(Stored dataset items)

↓↓↓

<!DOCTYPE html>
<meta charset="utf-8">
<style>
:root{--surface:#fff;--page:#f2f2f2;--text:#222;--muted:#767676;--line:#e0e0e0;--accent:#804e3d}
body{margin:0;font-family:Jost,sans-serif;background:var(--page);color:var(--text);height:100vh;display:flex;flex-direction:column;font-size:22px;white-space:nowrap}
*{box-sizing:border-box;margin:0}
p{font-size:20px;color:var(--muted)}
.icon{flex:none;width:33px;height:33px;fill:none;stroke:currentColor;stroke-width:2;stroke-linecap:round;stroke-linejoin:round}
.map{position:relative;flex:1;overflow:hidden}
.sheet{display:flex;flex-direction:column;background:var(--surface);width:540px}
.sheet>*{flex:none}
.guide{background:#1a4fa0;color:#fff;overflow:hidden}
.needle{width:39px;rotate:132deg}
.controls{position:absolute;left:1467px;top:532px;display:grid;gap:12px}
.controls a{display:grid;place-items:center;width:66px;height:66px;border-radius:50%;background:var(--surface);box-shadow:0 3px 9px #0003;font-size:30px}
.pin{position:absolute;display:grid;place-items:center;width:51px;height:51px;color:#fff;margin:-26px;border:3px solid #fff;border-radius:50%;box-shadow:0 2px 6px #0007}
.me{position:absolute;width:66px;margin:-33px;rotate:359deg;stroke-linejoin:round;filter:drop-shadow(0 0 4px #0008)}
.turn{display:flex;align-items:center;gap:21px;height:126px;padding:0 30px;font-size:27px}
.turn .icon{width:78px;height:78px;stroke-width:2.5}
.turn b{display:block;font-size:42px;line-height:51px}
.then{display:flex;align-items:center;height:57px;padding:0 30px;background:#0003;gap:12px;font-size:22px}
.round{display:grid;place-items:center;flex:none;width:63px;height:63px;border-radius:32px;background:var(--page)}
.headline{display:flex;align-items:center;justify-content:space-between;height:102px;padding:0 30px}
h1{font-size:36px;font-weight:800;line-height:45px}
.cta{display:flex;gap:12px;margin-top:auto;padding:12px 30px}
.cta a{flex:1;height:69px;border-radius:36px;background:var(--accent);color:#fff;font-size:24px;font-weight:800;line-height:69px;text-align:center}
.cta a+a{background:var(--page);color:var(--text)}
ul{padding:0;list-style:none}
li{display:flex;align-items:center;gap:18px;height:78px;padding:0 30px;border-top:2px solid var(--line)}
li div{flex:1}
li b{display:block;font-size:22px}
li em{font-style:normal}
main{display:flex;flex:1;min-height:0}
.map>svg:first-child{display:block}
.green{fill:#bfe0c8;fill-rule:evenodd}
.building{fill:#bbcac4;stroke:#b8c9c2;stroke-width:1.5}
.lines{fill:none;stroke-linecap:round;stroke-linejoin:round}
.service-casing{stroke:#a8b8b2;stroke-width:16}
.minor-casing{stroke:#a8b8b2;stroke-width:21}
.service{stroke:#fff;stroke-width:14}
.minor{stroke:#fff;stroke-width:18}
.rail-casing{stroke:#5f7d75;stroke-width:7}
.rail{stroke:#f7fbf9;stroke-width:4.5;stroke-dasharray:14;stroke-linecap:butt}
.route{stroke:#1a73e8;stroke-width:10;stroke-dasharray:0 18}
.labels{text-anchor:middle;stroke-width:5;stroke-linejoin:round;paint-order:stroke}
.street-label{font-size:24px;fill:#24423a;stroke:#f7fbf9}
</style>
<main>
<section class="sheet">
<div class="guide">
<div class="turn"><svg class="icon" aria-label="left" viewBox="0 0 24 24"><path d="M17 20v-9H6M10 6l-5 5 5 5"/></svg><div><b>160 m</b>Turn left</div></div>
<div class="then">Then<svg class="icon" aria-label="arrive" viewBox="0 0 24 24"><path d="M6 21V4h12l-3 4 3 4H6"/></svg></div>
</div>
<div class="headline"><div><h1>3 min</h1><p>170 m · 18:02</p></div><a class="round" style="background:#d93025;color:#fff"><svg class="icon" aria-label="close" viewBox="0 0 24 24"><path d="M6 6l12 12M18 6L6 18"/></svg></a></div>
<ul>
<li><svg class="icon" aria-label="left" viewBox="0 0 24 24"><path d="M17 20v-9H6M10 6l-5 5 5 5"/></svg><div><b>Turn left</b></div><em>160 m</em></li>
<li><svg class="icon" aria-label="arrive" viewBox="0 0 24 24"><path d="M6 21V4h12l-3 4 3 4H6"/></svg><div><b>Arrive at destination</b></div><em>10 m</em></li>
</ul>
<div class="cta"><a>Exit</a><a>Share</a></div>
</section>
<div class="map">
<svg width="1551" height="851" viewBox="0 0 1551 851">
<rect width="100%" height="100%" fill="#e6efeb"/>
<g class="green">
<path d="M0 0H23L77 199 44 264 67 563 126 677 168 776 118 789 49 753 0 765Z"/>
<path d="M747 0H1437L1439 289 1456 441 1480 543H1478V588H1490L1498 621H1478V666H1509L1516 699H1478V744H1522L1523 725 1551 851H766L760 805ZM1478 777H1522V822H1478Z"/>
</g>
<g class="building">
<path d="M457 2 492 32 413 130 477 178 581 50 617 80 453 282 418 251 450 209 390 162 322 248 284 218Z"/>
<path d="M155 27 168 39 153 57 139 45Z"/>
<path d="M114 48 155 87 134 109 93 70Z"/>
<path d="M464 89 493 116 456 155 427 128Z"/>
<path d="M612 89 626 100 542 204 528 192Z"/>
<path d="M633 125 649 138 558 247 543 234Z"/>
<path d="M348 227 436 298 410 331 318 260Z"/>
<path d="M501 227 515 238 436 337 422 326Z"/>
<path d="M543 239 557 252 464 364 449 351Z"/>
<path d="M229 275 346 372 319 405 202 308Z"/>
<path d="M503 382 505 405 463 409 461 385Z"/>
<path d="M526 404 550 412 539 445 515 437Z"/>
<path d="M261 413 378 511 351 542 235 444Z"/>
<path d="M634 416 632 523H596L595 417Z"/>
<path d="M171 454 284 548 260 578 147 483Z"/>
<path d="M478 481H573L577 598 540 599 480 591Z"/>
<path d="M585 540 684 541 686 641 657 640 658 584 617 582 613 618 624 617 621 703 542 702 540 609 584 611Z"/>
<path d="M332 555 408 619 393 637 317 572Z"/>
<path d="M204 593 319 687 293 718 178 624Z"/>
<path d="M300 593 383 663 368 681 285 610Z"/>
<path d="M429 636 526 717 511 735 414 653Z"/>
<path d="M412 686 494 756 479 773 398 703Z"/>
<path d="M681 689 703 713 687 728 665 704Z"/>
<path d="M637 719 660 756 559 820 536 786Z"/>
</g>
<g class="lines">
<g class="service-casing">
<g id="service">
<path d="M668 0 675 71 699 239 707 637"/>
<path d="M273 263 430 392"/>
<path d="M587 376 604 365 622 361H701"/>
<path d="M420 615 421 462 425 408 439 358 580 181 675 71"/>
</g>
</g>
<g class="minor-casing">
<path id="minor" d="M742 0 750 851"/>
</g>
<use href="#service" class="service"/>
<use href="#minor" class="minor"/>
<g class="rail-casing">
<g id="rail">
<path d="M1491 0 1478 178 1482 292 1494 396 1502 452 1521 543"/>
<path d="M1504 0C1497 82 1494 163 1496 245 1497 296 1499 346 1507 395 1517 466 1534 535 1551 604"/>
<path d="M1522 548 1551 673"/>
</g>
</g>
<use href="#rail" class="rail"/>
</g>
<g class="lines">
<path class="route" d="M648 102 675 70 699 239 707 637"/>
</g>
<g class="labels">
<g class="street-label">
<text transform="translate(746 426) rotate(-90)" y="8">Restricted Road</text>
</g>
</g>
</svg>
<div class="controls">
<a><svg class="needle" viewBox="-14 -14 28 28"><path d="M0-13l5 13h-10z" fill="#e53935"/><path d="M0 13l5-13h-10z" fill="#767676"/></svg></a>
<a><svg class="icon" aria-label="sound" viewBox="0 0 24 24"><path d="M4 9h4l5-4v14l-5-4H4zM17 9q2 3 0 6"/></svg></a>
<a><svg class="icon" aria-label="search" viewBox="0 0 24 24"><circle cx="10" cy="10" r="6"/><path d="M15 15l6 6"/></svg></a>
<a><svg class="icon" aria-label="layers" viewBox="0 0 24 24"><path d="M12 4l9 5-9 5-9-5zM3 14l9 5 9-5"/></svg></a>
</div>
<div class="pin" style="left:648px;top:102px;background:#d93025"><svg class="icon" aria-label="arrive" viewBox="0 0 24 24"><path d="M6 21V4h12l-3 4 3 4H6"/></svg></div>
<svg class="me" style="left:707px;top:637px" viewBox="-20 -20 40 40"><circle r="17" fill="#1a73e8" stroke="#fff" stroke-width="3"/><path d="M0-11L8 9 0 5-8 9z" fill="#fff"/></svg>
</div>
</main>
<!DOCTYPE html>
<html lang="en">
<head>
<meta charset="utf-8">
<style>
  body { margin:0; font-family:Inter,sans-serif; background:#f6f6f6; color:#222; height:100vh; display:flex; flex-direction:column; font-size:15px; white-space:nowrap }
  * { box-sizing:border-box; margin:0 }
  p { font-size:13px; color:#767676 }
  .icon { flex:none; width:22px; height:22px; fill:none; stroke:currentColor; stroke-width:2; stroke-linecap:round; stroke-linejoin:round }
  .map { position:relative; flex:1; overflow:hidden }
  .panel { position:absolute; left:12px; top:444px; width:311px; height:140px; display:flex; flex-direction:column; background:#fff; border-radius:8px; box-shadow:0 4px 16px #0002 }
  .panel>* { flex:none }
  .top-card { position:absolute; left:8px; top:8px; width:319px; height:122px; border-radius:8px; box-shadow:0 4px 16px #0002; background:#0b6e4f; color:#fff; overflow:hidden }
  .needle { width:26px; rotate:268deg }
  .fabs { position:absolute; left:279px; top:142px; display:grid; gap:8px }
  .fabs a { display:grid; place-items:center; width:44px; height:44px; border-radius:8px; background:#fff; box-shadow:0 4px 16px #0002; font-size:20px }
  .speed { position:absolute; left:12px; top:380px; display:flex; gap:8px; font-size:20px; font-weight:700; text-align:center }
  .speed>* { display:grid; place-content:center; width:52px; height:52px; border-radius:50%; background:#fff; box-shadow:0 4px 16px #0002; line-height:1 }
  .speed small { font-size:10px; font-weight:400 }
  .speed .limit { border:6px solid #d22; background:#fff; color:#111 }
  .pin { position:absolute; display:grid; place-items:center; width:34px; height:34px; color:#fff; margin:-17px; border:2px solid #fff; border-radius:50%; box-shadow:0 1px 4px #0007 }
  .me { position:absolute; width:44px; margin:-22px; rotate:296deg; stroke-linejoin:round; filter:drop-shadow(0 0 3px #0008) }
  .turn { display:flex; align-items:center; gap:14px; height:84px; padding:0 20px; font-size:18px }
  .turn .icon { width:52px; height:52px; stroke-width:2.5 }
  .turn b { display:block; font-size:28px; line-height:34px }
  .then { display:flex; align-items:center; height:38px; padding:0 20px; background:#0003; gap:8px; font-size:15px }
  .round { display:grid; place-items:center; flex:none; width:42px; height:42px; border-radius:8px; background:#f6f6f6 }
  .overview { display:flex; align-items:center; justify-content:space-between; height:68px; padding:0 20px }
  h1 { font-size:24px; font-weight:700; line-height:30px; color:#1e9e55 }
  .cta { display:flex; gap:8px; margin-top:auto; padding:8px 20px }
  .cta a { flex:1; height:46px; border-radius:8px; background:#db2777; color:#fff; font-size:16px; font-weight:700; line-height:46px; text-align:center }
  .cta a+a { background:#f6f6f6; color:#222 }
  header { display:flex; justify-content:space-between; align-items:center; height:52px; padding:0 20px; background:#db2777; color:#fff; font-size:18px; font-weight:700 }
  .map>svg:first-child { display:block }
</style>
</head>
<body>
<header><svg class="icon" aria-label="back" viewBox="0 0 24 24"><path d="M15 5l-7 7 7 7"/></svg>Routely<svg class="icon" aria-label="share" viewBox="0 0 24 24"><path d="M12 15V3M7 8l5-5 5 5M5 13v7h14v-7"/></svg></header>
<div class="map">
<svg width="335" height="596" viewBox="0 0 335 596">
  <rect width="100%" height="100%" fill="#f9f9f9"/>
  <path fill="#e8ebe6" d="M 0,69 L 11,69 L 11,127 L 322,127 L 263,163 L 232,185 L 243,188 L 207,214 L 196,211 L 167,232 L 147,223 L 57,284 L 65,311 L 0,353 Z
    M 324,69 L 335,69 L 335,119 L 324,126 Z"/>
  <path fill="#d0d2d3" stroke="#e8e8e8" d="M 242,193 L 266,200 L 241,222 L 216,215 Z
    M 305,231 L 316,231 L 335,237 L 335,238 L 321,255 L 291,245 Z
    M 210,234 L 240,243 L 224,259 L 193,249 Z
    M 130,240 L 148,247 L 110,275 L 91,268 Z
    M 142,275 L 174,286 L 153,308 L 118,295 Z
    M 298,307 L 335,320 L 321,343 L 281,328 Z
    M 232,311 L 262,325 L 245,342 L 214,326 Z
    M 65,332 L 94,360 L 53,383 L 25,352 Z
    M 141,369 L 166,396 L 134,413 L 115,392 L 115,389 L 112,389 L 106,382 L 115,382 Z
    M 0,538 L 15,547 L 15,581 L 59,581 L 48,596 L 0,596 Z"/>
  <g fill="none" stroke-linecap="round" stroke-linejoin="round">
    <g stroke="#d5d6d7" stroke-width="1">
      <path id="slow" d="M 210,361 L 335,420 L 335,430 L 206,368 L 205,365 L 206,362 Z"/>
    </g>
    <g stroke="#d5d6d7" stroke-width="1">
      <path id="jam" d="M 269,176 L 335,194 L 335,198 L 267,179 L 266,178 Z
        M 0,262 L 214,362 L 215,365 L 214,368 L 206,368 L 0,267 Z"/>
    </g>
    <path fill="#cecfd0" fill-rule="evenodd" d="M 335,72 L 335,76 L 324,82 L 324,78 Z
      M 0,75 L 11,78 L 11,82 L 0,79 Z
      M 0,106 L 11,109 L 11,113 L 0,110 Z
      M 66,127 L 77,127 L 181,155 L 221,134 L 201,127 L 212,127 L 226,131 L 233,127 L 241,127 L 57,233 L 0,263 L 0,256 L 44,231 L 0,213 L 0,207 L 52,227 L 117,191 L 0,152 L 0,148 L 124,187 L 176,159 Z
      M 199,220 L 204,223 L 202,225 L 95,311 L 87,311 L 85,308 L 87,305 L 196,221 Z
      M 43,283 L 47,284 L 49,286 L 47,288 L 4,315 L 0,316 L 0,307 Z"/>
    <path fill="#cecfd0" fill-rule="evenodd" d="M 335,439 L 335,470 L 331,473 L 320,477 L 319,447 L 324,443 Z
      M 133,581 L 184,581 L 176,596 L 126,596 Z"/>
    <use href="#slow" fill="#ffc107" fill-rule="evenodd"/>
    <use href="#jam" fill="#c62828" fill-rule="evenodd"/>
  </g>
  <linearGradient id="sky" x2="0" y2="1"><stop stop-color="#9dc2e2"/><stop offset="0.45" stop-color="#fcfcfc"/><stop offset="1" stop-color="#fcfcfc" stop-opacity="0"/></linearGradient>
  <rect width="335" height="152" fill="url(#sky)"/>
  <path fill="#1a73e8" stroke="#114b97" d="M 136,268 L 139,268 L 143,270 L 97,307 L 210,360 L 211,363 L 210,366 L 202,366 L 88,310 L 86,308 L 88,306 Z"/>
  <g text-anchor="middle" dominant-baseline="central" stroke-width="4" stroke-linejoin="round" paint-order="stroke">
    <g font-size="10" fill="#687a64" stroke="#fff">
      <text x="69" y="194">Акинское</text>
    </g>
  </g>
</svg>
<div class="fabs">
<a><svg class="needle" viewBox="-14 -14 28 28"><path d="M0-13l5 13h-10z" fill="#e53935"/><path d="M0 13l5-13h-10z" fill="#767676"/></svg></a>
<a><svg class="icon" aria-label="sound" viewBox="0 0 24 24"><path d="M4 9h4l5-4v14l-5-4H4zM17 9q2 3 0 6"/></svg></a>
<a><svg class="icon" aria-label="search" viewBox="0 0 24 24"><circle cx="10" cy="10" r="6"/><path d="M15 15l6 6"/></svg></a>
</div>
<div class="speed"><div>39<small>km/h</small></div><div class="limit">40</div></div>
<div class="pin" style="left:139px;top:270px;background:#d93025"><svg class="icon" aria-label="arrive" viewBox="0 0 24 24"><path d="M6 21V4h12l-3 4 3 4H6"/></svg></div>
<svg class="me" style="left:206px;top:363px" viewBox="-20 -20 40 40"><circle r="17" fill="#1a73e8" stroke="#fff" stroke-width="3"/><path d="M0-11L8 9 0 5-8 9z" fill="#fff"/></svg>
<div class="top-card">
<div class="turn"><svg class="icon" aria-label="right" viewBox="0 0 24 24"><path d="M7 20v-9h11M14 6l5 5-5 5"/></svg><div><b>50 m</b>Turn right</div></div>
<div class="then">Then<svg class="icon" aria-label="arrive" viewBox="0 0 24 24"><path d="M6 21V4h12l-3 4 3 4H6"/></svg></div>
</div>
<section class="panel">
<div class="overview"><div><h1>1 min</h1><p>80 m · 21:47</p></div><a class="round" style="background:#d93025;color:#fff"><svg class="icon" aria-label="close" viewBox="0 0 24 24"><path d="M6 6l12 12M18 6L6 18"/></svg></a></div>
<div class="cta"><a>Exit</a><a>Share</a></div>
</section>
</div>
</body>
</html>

↑↑↑

ABOUT THIS EXERCISE: Go through the data and copy every line that includes "linecap".

OUTPUT:
.icon{flex:none;width:33px;height:33px;fill:none;stroke:currentColor;stroke-width:2;stroke-linecap:round;stroke-linejoin:round}
.lines{fill:none;stroke-linecap:round;stroke-linejoin:round}
.rail{stroke:#f7fbf9;stroke-width:4.5;stroke-dasharray:14;stroke-linecap:butt}
  .icon { flex:none; width:22px; height:22px; fill:none; stroke:currentColor; stroke-width:2; stroke-linecap:round; stroke-linejoin:round }
  <g fill="none" stroke-linecap="round" stroke-linejoin="round">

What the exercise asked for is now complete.